## [Task]
A single number is the expected answer: the count of lines in the listing that hold the word "serif".
● ● ● ●
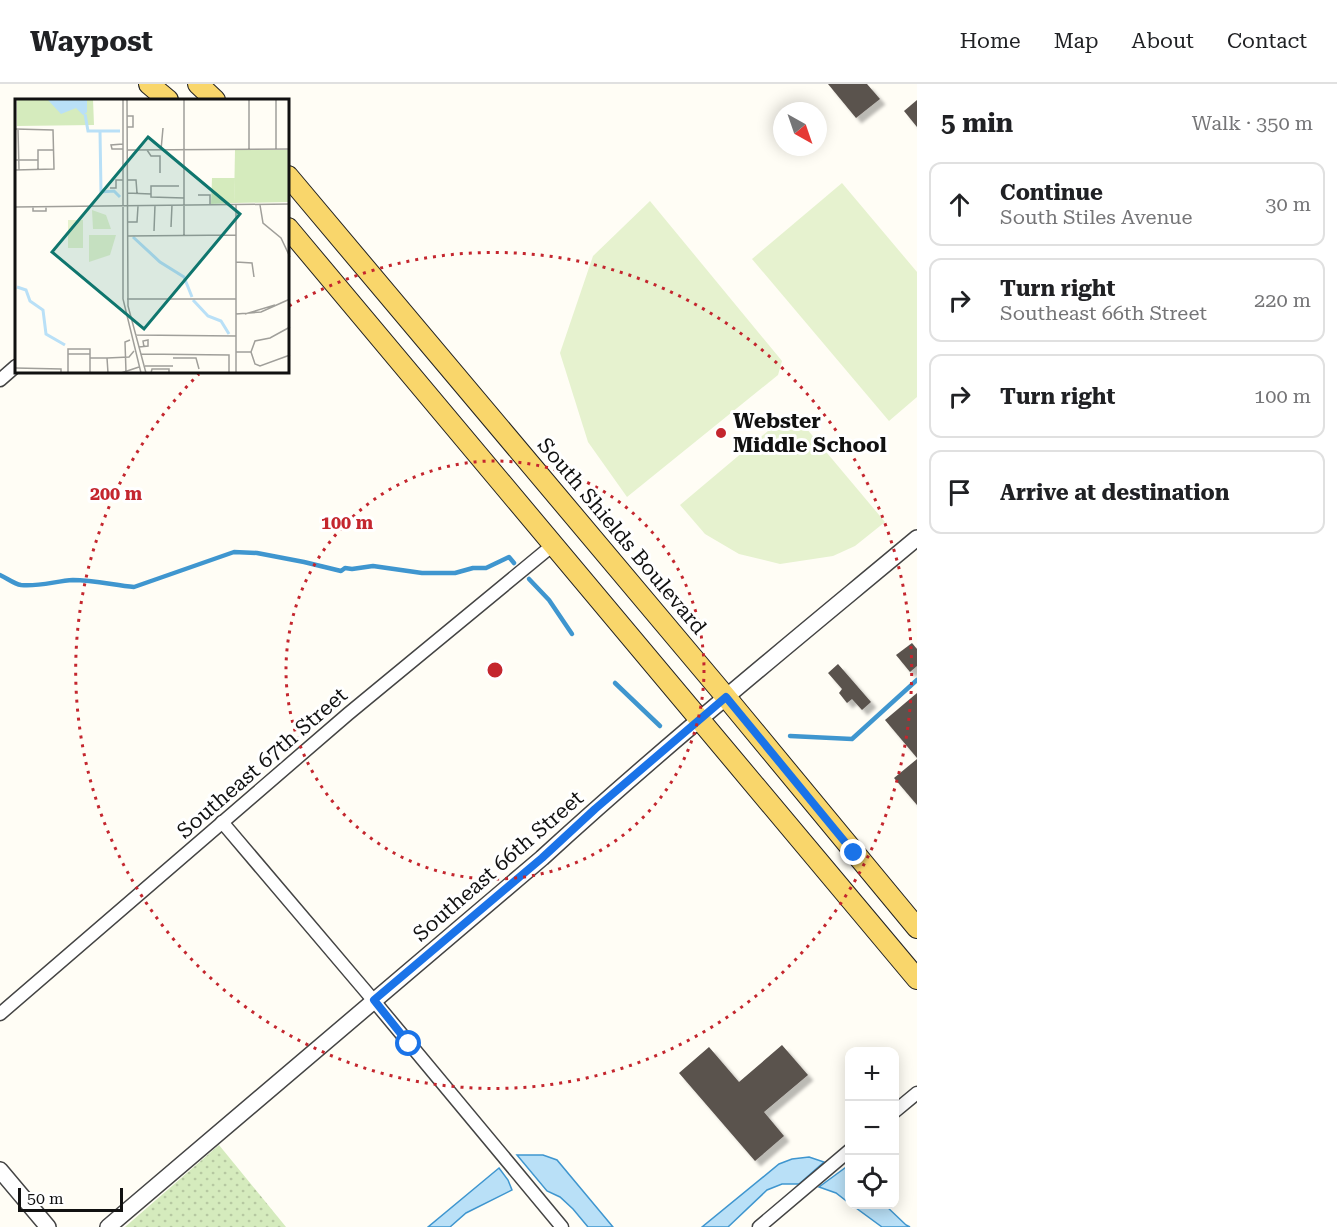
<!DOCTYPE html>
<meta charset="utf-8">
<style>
:root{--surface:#fff;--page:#f2f2f2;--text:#202124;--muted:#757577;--line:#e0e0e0}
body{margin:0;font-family:"Roboto Serif",serif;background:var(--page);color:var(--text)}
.controls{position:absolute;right:18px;bottom:18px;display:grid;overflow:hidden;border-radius:12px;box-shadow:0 3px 15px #0003}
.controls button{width:54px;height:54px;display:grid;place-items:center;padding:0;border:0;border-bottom:2px solid var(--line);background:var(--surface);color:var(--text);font:30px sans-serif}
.compass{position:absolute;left:773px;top:18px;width:54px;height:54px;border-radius:50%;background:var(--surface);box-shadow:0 3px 15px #0003;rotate:140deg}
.scale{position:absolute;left:18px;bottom:15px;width:105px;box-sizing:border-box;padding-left:6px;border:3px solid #111;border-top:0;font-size:16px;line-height:21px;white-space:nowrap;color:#111;-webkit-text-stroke:4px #fff;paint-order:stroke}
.stop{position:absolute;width:18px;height:18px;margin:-14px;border:4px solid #1a73e8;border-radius:50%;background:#fff}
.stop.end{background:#1a73e8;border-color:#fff;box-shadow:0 2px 6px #0008}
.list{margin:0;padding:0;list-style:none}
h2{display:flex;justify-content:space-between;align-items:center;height:78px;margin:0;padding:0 24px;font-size:26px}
h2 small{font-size:20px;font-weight:400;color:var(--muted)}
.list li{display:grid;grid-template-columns:39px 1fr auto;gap:18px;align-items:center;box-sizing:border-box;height:84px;margin:0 12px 12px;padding:0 12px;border:2px solid var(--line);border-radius:12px}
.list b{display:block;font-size:22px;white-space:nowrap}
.list p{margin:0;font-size:20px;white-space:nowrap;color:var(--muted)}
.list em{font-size:20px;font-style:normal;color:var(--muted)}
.icon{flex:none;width:33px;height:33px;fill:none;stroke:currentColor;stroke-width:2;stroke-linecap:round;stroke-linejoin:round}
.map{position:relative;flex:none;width:917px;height:1143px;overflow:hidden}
header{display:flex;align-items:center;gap:36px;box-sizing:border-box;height:84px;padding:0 30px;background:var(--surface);border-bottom:2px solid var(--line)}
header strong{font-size:28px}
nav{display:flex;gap:33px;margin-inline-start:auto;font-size:21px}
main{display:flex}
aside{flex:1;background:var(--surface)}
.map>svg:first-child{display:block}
</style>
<header>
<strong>Waypost</strong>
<nav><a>Home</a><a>Map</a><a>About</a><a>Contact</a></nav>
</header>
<main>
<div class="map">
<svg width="917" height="1143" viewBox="0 0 917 1143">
<defs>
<pattern id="grass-dots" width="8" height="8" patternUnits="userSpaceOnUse" patternTransform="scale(1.5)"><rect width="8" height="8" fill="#d5ebbd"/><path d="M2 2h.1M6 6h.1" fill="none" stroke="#b6c8a1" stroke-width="1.8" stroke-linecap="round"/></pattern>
<filter id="shadow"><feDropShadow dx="5.5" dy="5.5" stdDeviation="1.5" flood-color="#0004"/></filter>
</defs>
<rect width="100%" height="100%" fill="#fffdf5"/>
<polygon fill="url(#grass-dots)" points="219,1061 286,1143 125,1143"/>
<g fill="#e6f2cf">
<polygon points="842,99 917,188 917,313 889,337 752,175"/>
<polygon points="650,117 782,277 778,291 627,413 588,358 560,269 593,172"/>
<polygon points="787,331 801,338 885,438 855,462 833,472 780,480 739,470 705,450 680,421"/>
</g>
<g fill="#b9e0f7" stroke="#3f96cf" stroke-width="1.5">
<polygon points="517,1071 543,1071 557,1076 613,1143 588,1143 573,1125 560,1113 547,1107"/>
<polygon points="809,1073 824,1078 799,1100 782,1100 767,1106 728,1143 702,1143 779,1080 792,1075"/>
<polygon points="849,1081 850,1081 849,1119 836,1109 819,1103"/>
<polygon points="499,1084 508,1096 512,1106 466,1129 450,1143 428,1143"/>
<polygon points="852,1121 885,1121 906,1141 910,1143 882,1143"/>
</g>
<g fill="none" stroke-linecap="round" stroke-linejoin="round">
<g stroke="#3f96cf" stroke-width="4.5">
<path d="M0,491C7,494 14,500 21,501C38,503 56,497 73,496C93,496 114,501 134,503L234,468L257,469L304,478L341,487L345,484L352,485L373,482L422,489H455L473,484H486L509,473L514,479"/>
<polyline points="529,495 549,516 572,550"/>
<polyline points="615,599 660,642"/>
<polyline points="790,652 852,655 917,596"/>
</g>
</g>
<g fill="#5a524d" filter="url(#shadow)">
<polygon points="828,0 867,0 880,15 856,34"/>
<polygon points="917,16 917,43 904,27"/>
<polygon points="912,559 917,565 917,582 910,588 896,571"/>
<polygon points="838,580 871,618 862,626 852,615 847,619 839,609 842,605 828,589"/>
<polygon points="917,609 917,674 885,636"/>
<polygon points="917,675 917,721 894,694"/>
<polygon points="782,961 808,991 764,1028 784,1052 755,1077 679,989 709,963 739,998"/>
</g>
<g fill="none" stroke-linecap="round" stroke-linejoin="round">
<defs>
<g id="minor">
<polyline points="0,296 16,282"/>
<polyline points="222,738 374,917 562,1143"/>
<polyline points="0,930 348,630 553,461"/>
<polyline points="894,1028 917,1009"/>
<polyline points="759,1143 850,1066"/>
</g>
<g id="tertiary">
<polyline points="0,1086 48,1143"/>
<path d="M108,1143L542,774C663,663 791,559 917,454"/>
</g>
<g id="primary">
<polyline points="149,0 168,16"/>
<polyline points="198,0 215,16"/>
<polyline points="288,92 726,613 917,844"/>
<polyline points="288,144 917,895"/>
</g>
</defs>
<use href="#minor" stroke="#444" stroke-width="15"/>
<use href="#tertiary" stroke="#444" stroke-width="18"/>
<use href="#primary" stroke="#222" stroke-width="22"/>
<use href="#minor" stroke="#fff" stroke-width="12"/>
<use href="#tertiary" stroke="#fff" stroke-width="15"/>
<use href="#primary" stroke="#f9d66b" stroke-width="20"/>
</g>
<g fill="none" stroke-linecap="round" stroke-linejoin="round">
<polyline stroke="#1a73e8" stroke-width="8" points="409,960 374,916 542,774 595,725 726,613 854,769"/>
</g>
<g fill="none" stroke="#c4262e" stroke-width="3" stroke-dasharray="3 6">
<circle cx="495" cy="586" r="209"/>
<path d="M289 222A418 418 0 1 1 199 290"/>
</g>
<circle fill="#c4262e" stroke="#fff" stroke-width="2" cx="721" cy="349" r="6"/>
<g text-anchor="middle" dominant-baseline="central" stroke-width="6" stroke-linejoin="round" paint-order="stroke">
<g font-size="21" font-weight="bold" fill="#111" stroke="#fff" text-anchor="start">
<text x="733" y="337">Webster<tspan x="733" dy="24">Middle School</tspan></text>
</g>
<g font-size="21" fill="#111" stroke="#fff">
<text transform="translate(622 452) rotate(50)">South Shields Boulevard</text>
<text transform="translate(262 679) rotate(-41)">Southeast 67th Street</text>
<text transform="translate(498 782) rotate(-41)">Southeast 66th Street</text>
</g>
</g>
<g transform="translate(15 15)">
<rect width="274" height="274" fill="#fffdf5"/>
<path d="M2,0H78L79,26L2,27ZM197,79H220L219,104L196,105Z" fill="#d5ebbd"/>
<path d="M220,51H274V103L219,104Z" fill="#d5ebbd"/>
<path d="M77,111L91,116L96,130H78ZM53,121H68V149H53ZM74,136H101L95,156L74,163Z" fill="#e6f2cf"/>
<path d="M32,0H72V13L68,16L61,9L46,15Z" fill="#b9e0f7"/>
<path fill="none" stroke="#b9e0f7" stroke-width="3" d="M70,15L73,32H105M85,32L86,93L99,92L105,98M118,138L145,163L169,178L177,198M2,188L11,191L15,202L28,211L31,235L50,246M178,201L193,217L206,222L214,235"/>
<path fill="none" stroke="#a09f9a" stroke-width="1.5" d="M108,0V200L126,274M112,0L113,207L131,274M112,17H118V28H112M0,30L38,31L39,70L0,71M3,30L4,71M108,45L96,46L97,50H108M261,50V0M113,51L275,50M132,51L136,57H145V74M146,51L148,29M234,51V0M0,61H23M23,71V51H38M113,81H121L122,94M164,87H136V98L169,99M95,89H101V81H108M112,94L136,95M183,96H195V106M245,106L248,124L266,139L275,158M18,107V112H31V107M0,108L275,105M112,123H122L123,107M156,128L157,106M139,132L140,106M112,137L221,136M169,137V0M221,163L237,164L239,178M112,200H221M221,215L246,213L275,200M230,215L260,206M120,236L221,237M124,248L133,247V241L128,242L129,248M221,253H236L240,242L255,239L275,228M236,253L240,265L245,267L275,256M53,255H75M126,255L214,256V274M75,259H92L93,274M92,259L114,258L119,252M158,259H181L184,270M130,267H158M0,269L46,270V274M111,273L110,243L115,241M53,274V250H75V274M106,274L124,268M136,274L137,270H154V274M221,274V106"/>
<path fill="#0f766e" fill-opacity="0.15" stroke="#0f766e" stroke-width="3" d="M133,38L225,115L129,230L37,153Z"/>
<rect width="274" height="274" fill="none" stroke="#111" stroke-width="3"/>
</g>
<circle cx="495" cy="586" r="9" fill="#c4262e" stroke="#fff" stroke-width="3"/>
<g font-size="18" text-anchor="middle" font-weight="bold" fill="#c4262e" stroke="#fff" stroke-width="6" stroke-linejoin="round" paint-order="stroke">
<text x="116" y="416">200 m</text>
<text x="347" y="445">100 m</text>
</g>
</svg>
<div class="controls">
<button>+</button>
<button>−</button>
<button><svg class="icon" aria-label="locate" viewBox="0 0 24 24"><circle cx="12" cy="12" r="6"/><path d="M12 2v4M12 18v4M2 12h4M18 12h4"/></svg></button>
</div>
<svg class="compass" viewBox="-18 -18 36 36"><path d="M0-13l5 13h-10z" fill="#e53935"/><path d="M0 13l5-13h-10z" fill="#757577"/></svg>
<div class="scale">50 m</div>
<div class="stop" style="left:409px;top:960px"></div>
<div class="stop end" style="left:854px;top:769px"></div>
</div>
<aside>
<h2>5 min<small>Walk · 350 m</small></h2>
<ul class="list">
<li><svg class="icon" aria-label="ahead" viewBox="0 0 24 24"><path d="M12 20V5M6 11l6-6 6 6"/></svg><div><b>Continue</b><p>South Stiles Avenue</p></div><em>30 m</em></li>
<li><svg class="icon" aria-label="right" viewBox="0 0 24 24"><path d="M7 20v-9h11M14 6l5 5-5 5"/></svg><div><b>Turn right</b><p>Southeast 66th Street</p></div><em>220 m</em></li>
<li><svg class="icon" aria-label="right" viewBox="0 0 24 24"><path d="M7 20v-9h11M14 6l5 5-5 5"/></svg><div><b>Turn right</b></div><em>100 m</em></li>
<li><svg class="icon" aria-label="arrive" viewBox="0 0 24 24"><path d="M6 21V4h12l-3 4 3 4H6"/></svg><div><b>Arrive at destination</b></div></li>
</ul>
</aside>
</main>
● ● ● ●
## [Answer for this exercise]
2